含フッ素共重合体Aの融点は、150~320℃が好ましく、260~320℃がより好ましく、280~320℃がさらに好ましく、295~315℃が一層好ましく、295~310℃が特に好ましい。含フッ素共重合体Aの融点が前記範囲の下限値以上であれば、樹脂層の耐熱性に優れる。含フッ素共重合体Aの融点が前記範囲の上限値以下であれば、含フッ素共重合体Aの溶融成形性に優れる。
含フッ素共重合体Aの融点は、含フッ素共重合体Aを構成する単位の種類や割合、含フッ素共重合体Aの分子量等によって調整できる。例えば、TFE単位の割合が多くなるほど、融点が上がる傾向がある。
なお、150~220℃、好ましくは170~200℃程度の比較的低い融点を有する含フッ素共重合体Aを用いると、熱接着の温度を低くしても本発明の積層体と他の基材との接着性が良好になる。
【0030】
含フッ素共重合体Aの融点よりも20℃以上高い温度における含フッ素共重合体Aの溶融流れ速度は、0.1~1000g/10分が好ましく、0.5~100g/10分がより好ましく、1~30g/10分がさらに好ましく、5~20g/10分が特に好ましい。溶融流れ速度が前記範囲の下限値以上であれば、含フッ素共重合体Aの溶融成形性に優れ、樹脂層の外観に優れる。溶融流れ速度が前記範囲の上限値以下であれば、樹脂層の機械特性に優れる。
溶融流れ速度は、含フッ素共重合体Aの分子量の目安であり、溶融流れ速度が大きいと分子量が小さく、溶融流れ速度が小さいと分子量が大きいことを示す。
含フッ素共重合体Aの溶融流れ速度は、含フッ素共重合体Aの製造条件によって調整できる。例えば、単量体の重合時に重合時間を短縮すると溶融流れ速度が大きくなる傾向がある。
【0031】
接着性官能基含有単位における接着性官能基としては、樹脂層と金属基材又は他の基材との接着性がさらに優れる点から、カルボニル基含有基が好ましい。

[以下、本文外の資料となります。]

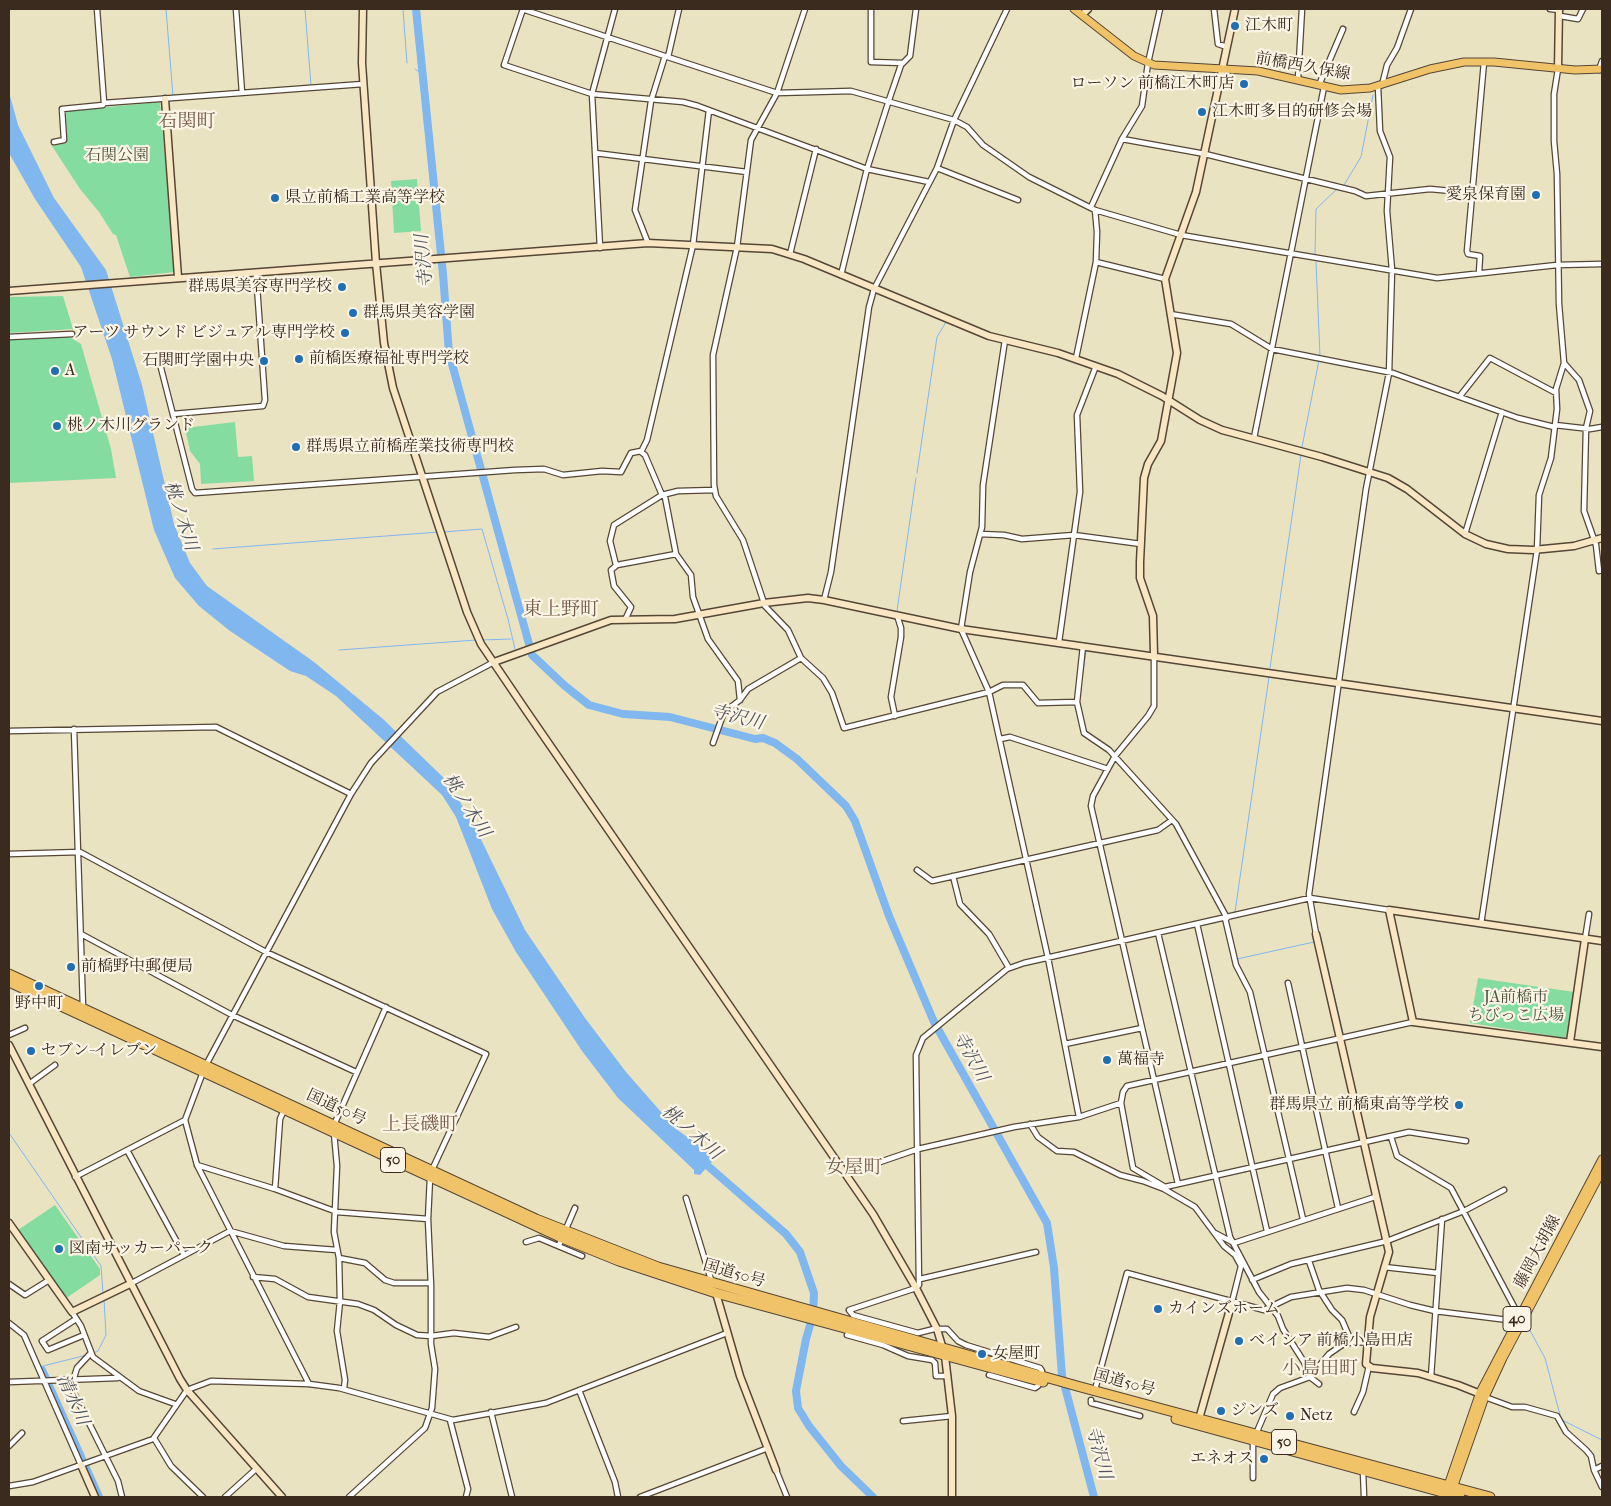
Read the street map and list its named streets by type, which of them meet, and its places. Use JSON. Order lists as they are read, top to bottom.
{
  "streets": {
    "highway": ["国道50号", "50"],
    "main road": ["前橋西久保線", "藤岡大胡線", "40"]
  },
  "crossings": [
    ["国道50号", "藤岡大胡線"]
  ],
  "districts": [
    "石関町",
    "東上野町",
    "上長磯町",
    "女屋町",
    "小島田町"
  ],
  "water": ["寺沢川", "桃ノ木川", "清水川"],
  "parks": ["石関公園", "JA前橋市 ちびっこ広場"],
  "places": [
    "江木町",
    "ローソン 前橋江木町店",
    "江木町多目的研修会場",
    "愛泉保育園",
    "県立前橋工業高等学校",
    "群馬県美容専門学校",
    "群馬県美容学園",
    "アーツ サウンド ビジュアル専門学校",
    "前橋医療福祉専門学校",
    "石関町学園中央",
    "A",
    "桃ノ木川グランド",
    "群馬県立前橋産業技術専門校",
    "前橋野中郵便局",
    "野中町",
    "セブン-イレブン",
    "萬福寺",
    "群馬県立 前橋東高等学校",
    "図南サッカーパーク",
    "カインズホーム",
    "ベイシア 前橋小島田店",
    "女屋町",
    "ジンズ",
    "Netz",
    "エネオス"
  ]
}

カルボニル基含有基としては、炭化水素基の炭素原子間にカルボニル基を有する基、カーボネート基、カルボキシ基、ハロホルミル基、アルコキシカルボニル基、酸無水物残基、ポリフルオロアルコキシカルボニル基、脂肪酸残基等が挙げられる。カルボニル基含有基としては、樹脂層と金属基材又は他の基材との接着性がさらに優れる点から、炭化水素基の炭素原子間にカルボニル基を有する基、カーボネート基、カルボキシ基、ハロホルミル基、アルコキシカルボニル基及び酸無水物残基からなる群から選択される少なくとも1種が好ましく、カルボキシ基及び酸無水物残基のいずれか一方又は両方がより好ましい。
【0032】
炭化水素基の炭素原子間にカルボニル基を有する基における炭化水素基としては、炭素数2~8のアルキレン基等が挙げられる。アルキレン基の炭素数は、カルボニル基を構成する炭素を含まない状態での炭素数である。アルキレン基は、直鎖状であっても分岐状であってもよい。

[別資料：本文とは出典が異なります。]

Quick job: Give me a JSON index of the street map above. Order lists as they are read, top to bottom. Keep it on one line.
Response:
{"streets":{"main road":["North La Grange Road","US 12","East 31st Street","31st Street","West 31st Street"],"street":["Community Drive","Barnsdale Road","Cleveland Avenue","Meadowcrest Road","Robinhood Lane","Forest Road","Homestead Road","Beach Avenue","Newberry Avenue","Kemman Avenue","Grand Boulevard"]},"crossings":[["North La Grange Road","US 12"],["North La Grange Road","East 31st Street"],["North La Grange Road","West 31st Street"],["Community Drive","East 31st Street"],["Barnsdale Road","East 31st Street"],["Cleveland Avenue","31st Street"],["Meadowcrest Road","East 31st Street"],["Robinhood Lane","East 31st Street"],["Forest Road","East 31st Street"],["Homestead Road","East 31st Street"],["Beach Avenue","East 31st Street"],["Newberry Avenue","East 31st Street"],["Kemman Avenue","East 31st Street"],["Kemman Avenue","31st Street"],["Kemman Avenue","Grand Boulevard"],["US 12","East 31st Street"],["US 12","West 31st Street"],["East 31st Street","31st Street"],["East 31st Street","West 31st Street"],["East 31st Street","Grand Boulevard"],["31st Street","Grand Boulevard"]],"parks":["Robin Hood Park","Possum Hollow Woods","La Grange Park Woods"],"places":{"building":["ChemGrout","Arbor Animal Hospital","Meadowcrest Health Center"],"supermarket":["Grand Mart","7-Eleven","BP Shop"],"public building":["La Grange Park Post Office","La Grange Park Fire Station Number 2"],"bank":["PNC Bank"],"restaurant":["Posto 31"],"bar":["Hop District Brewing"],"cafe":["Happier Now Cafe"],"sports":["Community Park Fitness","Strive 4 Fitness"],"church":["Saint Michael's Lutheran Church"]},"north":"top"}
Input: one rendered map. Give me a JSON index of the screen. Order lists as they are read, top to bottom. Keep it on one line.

ハロホルミル基は、-C(=O)-X(ただし、Xはハロゲン原子である。)で表される。ハロホルミル基におけるハロゲン原子としては、フッ素原子、塩素原子等が挙げられ、フッ素原子が好ましい。
アルコキシカルボニル基におけるアルコキシ基は、直鎖状であっても分岐状であってもよく、炭素数1~8のアルコキシ基が好ましく、メトキシ基又はエトキシ基がより好ましい。
【0033】
接着性官能基含有単位としては、接着性官能基含有単量体に基づく単位が好ましい。
接着性官能基含有単量体が有する接着性官能基は、1個であっても2個以上であってもよい。2個以上の接着性官能基を有する場合、2個以上の接着性官能基は、それぞれ同じであっても異なっていてもよい。
接着性官能基含有単量体としては、接着性官能基を1個有し、重合性炭素-炭素二重結合を1個有する化合物が好ましい。
【0034】
接着性官能基含有単量体としては、カルボニル基含有基を有する単量体、ヒドロキシ基含有単量体、エポキシ基含有単量体、イソシアネート基含有単量体等が挙げられる。接着性官能基含有単量体としては、樹脂層と金属基材又は他の基材との接着性に優れる点から、カルボニル基含有基を有する単量体が好ましい。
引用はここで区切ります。